Suppose there is no unif. conv. on the closure (|x| < h). What does that imply about the behavior of the function as |x| ---> h (versus at |x| = h)?

 

[rudinreader]

I liked this problem because I hadn't thought about it before and my initial thought was to apply Abel's theorem, but it turned out not to be the thing to do here.


Fact 1) Suppose f_n -> f uniformly on [a,b), and f_n(b) -> f(b).
prove: f_n -> f uniformly on [a,b].


Fact 2) If f_n is a sequence of continuous functions on [a,b] that converges
uniformly to f(x) on [a,b), then lim f_n(b) exists.

proof:

Fix e > 0.
By uniform convergence, choose N such that such that |f_n(x)-f_m(x)| < e for n,m > N, x in [a,b).
By continuity, |f_n(b)-f_m(b)| = lim |f_n(x)-f_m(x)| <= e.
Hence f_n(b) is Cauchy, thus converges.


Applying 1),2) above, you get:

If f_n is a sequence of continuous functions on [a,b] such that f_n -> f(x) uniformly on [a,b),
then f_n -> f(x) uniformly on [a,b]. (Where in the hypothesis, it is not assumed lim f_n(b) exists.)

(*note: f(b) is defined to be lim f_n(b), in the conclusion of the proof.)

 

[omyojj]

thx much..:)

but after showing that lim f_n(b) exists(f_n Cauchy seq. at x=b)..
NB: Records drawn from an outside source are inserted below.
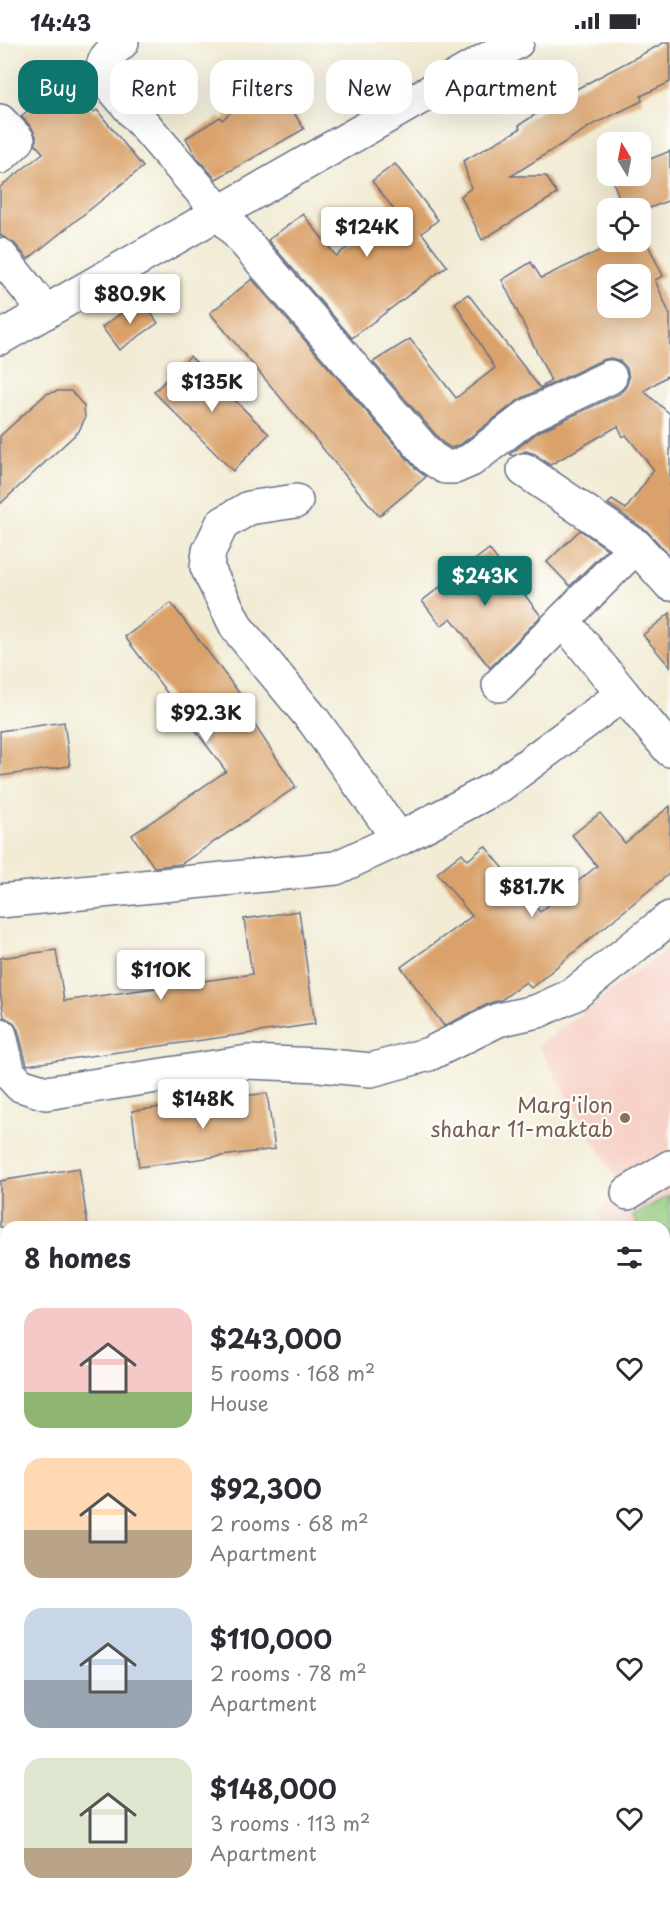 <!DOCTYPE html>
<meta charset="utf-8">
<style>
body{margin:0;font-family:"Playpen Sans",sans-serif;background:#f2f2f3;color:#2b2b33;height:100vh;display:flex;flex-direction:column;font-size:22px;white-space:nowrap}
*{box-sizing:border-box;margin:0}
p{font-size:20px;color:#7c7c81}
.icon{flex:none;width:33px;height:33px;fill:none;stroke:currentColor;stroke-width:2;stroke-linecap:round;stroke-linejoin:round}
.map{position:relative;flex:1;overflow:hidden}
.drawer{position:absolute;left:0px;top:1179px;width:670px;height:684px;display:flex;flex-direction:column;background:#fff;border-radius:18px 18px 0 0;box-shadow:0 6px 24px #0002}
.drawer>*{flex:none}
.guide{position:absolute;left:18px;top:18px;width:634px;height:54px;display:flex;gap:12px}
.needle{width:39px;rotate:350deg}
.fabs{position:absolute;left:597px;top:90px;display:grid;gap:12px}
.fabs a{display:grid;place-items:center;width:54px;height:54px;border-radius:12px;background:#fff;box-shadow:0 6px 24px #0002;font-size:30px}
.price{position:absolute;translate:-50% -51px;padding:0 14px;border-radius:6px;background:#fff;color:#222;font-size:20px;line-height:39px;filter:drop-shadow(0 2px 3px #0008)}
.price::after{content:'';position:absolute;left:50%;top:36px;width:18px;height:14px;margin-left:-9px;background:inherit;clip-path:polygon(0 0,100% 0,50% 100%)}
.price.current{background:#0f766e;color:#fff}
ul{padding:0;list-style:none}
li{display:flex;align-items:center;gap:18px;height:150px;padding:0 24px}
li span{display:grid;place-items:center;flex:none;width:168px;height:120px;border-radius:18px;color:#555}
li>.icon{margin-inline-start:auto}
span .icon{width:72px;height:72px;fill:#fffc;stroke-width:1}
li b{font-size:26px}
h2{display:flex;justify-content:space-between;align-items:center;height:72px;padding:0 24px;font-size:26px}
.chip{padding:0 21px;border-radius:18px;background:#fff;box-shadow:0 6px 24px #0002;font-size:21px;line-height:54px}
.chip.current{background:#0f766e;color:#fff}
.status{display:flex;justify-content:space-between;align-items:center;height:42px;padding:0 30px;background:#fff;direction:ltr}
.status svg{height:16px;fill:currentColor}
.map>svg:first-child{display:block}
.built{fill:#f7d1c8}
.green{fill:#97cd80;stroke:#597e6f;stroke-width:1.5}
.building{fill:#daa26b;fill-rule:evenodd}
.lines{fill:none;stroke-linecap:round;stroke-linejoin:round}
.minor-casing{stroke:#667188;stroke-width:36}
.major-casing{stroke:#667188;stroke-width:36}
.minor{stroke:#fff;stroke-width:33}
.major{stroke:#f8bd89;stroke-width:33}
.education-dot{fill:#8d6e63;stroke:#fdfcf7;stroke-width:2}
.labels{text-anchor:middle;stroke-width:4.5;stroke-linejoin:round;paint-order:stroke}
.education-label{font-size:21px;fill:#785e54;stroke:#fdfcf7;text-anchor:end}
</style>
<div class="status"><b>14:43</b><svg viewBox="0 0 49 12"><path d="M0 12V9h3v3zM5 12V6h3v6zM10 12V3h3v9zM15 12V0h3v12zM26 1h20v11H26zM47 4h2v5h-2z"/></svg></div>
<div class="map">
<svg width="670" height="1863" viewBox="0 0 670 1863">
<rect width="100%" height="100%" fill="#fdfcf7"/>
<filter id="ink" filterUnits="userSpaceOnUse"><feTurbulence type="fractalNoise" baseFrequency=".0167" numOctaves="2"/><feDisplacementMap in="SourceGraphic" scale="12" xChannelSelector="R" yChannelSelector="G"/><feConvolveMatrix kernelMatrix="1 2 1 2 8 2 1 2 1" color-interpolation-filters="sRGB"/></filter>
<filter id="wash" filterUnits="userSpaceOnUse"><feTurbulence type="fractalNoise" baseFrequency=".008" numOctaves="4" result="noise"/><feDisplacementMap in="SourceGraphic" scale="24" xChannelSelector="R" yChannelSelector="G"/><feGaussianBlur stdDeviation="1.35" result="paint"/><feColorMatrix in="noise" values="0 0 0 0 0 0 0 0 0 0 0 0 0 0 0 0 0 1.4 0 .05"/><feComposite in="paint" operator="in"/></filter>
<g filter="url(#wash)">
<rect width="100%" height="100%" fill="#f2ecd5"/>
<path class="built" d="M670 905V1273L665 1265 664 1185H607L598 1171 622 1147 538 1004Z"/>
<path class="green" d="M670 1153V1243L665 1233 664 1185H639L633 1173Z"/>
<g id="blocks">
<g class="building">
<path d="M665 0H670V40L641 54 642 59 592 83 511 134H546L557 152 482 198 461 154 471 146 463 119 520 87 519 83 567 52Z"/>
<path d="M272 35 304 87 216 137 197 116 186 96 220 75 222 78Z"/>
<path d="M68 37 94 70 97 68 143 125 28 217 14 201 0 193V145L43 111 36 103V94L32 86 21 74Z"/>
<path d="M670 109V158L640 170V166H623L611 134H640V121Z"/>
<path d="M395 122 438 178 422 191 447 224 352 296 268 198 303 172 336 214 395 169 372 139Z"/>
<path d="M641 188 663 234 655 238 670 273V332L644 349 670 372V514L647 489 608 462 612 458 626 467 654 428 626 393 623 395 618 384 550 423 535 412 526 409 513 414 510 412 538 390 619 352 626 345 629 336 627 326 620 319 611 316 602 318 520 357 461 402 451 406 443 401 373 320 410 297 456 356 495 326 455 261 468 252 540 346 551 339 502 238 531 220 541 236 618 200H640ZM608 232H640V266H608Z"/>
<path d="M252 237 416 427 426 435 379 474 210 271Z"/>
<path d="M141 257 158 281 119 308 102 285Z"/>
<path d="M190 314 269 392 233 429 154 350Z"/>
<path d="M58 349H71L84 364 85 376 79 389 0 462V394L46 352Z"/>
<path d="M580 488 607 507 570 544 547 520Z"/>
<path d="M489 507 541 574 490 626 451 576 441 584 422 559Z"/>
<path d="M171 561 249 664 244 667 296 745 181 822 154 825 132 793 226 729 125 595Z"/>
<path d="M670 571V625L643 593Z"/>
<path d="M64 680 70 724 0 734V689Z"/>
<path d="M670 764V831L531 946 526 940 501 958 490 961 444 984 401 925 472 874 437 831 462 811 468 818 485 804 540 870 597 824 572 793 600 771 625 801Z"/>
<path d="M299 869 315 982 27 1023 18 988 13 980 4 975 0 949V916L56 908 64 959 252 932 244 877Z"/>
<path d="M267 1051 275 1107 139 1125 132 1069Z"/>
<path d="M79 1126 88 1185H0V1139Z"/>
</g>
</g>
</g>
<g filter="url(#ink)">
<use href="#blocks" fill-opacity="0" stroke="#667188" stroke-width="1.5"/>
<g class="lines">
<defs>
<g id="minor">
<path d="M122 0C110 11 99 19 104 36L430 415 445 425H455L471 418 528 374 610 335"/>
<path d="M0 79 18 98 0 115"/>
<path d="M0 213 46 270"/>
<path d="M0 296 517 0"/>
<path d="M524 428 636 504 670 542"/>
<path d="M296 459 249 466 222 482 209 509 207 525 237 586 314 679 399 797"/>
<path d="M563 578 623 652"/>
<path d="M499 643 636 504"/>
<path d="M0 859 336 826 399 797 499 744 623 652 670 708"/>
<path d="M0 993 9 1031 20 1043 46 1051 248 1020 320 1023 371 1028 429 1012 498 978 538 969 573 953 670 876"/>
<path d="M628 1151 670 1125"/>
<path d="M664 1437 670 1439"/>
<path d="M664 1577 670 1573"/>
<path d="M0 1616 6 1613"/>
<path d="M354 1857 358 1863"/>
<path d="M280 1863 289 1857"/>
</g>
<g id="major">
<path d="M0 1771 6 1810"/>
<path d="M13 1857 14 1863"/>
</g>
</defs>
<use href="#minor" class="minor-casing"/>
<use href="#major" class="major-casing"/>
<use href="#minor" class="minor"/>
<use href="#major" class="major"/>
</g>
</g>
<circle class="education-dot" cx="625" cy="1076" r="6"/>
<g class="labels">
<g class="education-label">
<text x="613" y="1071">Marg'ilon<tspan x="613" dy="24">shahar 11-maktab</tspan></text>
</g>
</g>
</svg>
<div class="fabs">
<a><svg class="needle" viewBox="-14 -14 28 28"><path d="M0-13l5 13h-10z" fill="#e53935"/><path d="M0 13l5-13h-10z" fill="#7c7c81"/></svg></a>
<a><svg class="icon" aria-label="locate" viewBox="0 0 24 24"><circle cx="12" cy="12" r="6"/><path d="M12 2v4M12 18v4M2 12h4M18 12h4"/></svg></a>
<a><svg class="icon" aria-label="layers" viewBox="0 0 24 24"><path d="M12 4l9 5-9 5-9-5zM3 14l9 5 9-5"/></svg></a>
</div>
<b class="price" style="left:367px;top:216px">$124K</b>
<b class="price" style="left:130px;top:283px">$80.9K</b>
<b class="price" style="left:212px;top:371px">$135K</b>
<b class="price current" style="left:485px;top:565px">$243K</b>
<b class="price" style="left:206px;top:702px">$92.3K</b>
<b class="price" style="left:532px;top:876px">$81.7K</b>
<b class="price" style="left:161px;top:959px">$110K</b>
<b class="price" style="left:203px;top:1088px">$148K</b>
<div class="guide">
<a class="chip current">Buy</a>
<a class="chip">Rent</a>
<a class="chip">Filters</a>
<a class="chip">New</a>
<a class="chip">Apartment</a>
</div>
<section class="drawer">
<h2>8 homes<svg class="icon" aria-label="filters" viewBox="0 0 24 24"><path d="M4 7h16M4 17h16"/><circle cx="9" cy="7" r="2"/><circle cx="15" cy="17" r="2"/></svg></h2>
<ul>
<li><span style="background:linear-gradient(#f6c9c9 70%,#8fb573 0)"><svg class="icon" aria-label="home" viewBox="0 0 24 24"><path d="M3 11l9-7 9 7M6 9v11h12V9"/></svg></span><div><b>$243,000</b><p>5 rooms · 168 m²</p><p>House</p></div><svg class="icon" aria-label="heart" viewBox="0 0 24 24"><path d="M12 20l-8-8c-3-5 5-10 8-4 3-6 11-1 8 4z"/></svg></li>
<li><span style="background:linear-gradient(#ffd9b3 60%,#b9a48a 0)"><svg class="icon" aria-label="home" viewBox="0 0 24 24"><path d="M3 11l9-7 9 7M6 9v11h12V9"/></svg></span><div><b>$92,300</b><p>2 rooms · 68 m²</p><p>Apartment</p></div><svg class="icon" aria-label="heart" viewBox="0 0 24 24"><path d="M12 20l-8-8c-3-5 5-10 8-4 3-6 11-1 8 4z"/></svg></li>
<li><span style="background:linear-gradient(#c9d6e8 60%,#9aa5b1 0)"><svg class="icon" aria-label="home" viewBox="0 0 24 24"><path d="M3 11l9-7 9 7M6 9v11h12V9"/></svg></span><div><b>$110,000</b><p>2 rooms · 78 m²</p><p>Apartment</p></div><svg class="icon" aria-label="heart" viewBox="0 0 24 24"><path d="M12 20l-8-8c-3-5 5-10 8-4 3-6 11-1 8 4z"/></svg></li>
<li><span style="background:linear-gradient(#dfe7d0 75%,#b9a48a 0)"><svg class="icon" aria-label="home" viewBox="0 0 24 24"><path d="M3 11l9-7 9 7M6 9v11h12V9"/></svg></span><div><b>$148,000</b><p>3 rooms · 113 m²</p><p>Apartment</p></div><svg class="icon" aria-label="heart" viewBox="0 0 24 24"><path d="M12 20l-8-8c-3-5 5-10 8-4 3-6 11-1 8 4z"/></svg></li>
</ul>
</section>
</div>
isn`t it necessary to show that the limit tends to f(b)=Σc_n b^n??

so |f_n(b)-f(b)| -> 0 as n-> infinity..?

 

[rudinreader]

You have $$f_n(b) = \sum_{i=0}^n c_i b^i$$ is a Cauchy sequence. By definition, $$\sum_{i=0}^\infty c_i b^i$$ is the limit of this sequence. So no, there's nothing to show.

In the above proof, I didn't assume lim f_n(b) existed. Once I showed it existed, of course we have to define f(b) = lim f_n(b). But in the case of power series, that is precisely what the definition of f(x) is.

 

[omyojj]

Got it~! thanks very much for saving me!